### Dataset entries
━━━

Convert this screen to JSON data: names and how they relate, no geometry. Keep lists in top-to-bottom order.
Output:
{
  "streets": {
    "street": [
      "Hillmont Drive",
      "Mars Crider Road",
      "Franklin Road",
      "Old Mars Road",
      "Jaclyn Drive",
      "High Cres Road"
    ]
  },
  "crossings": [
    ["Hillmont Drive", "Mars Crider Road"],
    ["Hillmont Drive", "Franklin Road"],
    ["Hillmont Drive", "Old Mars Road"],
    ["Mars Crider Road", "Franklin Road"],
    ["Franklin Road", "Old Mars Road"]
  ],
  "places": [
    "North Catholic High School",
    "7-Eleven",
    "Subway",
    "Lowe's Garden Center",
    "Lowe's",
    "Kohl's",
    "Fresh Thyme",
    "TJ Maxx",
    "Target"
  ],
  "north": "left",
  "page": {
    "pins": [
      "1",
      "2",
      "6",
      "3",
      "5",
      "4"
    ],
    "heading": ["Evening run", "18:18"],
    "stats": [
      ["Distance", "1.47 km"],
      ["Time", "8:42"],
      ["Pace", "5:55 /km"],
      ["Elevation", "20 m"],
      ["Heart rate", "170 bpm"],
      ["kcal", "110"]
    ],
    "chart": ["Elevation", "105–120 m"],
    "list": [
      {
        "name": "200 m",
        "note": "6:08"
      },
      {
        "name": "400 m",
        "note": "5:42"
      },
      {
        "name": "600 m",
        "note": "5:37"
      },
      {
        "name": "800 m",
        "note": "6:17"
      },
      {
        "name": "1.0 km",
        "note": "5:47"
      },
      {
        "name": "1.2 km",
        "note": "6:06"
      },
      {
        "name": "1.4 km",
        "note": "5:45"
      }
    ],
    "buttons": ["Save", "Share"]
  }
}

━━━

### Exercise instructions
For the word "Elevation", return every line of the records that holds it.

### Answer area
      ["Elevation", "20 m"],
    "chart": ["Elevation", "105–120 m"],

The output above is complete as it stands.